Now quoting https://2ndbreakfast.audreywatters.com/ai-unleashed/ :

> You know what was published 40 years ago (okay in 1986, not 1985)? Benjamin Bloom's "2-Sigma Problem," a paper that many ed-tech and education reform folks still love to cite, even though its findings on the incredible effect of one-on-one tutoring have not been replicated.

For supporting evidence, see https://www.proquest.com/docview/3075409050?fromopenview=tru... :

> An experimental intervention in the 1980s raised certain test scores by two standard deviations. It wasn't just tutoring, and it's never been replicated, but it continues to inspire. ...

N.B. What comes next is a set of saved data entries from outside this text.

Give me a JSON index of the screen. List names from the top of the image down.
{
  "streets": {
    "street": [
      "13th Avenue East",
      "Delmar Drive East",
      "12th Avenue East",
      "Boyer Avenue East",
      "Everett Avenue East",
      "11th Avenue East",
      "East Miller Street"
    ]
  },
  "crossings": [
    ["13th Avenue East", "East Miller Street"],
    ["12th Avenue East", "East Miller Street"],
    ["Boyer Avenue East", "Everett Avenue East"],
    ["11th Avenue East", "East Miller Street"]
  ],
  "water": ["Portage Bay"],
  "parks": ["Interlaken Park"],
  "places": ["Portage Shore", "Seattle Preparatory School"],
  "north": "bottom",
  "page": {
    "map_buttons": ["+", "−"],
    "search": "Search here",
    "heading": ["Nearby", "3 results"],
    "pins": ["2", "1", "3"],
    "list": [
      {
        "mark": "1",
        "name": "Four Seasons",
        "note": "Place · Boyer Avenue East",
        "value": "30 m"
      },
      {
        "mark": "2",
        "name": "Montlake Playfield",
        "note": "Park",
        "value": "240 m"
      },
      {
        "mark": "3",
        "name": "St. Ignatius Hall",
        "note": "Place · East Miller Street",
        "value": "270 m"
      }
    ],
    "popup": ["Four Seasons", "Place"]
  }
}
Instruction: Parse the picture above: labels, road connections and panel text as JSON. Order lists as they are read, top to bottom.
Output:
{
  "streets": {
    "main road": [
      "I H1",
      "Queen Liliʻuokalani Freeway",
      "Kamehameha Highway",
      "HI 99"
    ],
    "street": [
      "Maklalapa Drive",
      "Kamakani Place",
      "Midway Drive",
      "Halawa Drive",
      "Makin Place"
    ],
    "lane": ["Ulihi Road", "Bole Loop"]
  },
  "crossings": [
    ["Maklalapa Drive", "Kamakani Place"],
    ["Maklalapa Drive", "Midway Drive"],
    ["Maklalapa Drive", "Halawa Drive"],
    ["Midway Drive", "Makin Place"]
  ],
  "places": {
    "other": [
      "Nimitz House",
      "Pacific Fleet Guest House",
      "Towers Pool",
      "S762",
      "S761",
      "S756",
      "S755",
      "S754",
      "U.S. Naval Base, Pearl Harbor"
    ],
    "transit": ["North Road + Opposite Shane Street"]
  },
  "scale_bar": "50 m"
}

> As the computing and telecommunication revolutions advanced, visionaries repeatedly highlighted the potential of technology to answer Bloom's challenge. Starting in the 1980s, researchers and technologists developed and eventually brought to market "cognitive computer tutors," ... Sal Khan, founder of Khan Academy, highlighted this promise in a May 2023 TedX talk, "The Two Sigma Solution," which promoted the launch of his AI-driven Khanmigo tutoring software. ...

> It all sounds great, but if it also sounds a little farfetched to you, you're not alone. In 2020, Matthew Kraft at Brown University suggested that Bloom's claim "helped to anchor education researchers' expectations for unrealistically large effect sizes." Kraft's review found that most educational interventions produce effects of 0.1 standard deviations or less.

Huh, and 'Matt Kraft reported that effects of educational interventions generally-not just tutoring-are about twice as large when they are evaluated based on narrow as opposed to broad tests.' as well as 'Burke's and Anania's two-sigma intervention did involve tutoring, but it also had other features. Perhaps the most important was that tutored students received extra testing and feedback'.

That's a pretty interesting read about the limitations to tutoring! Now back to the Harvard paper.

My quick read of this paper says the researchers, who are from physics and engineering, studied one class over two weeks, computed a bunch of numbers, and decided it was significant.

The intro points out "Despite this recent excitement, previous studies show mixed results on the effectiveness of learning, even with the most advanced AI models2,3." so they know the possible signal is not that strong.

Give the history, I think it's unwise to make such a strong claim without a longer baseline. I don't see how the test can eliminate possible other factors.

I would also have liked to see the test pre-registered.

And there's selection bias as there are likely a lot of experiments like this being run where the lack of success is deemed not interesting enough to publish.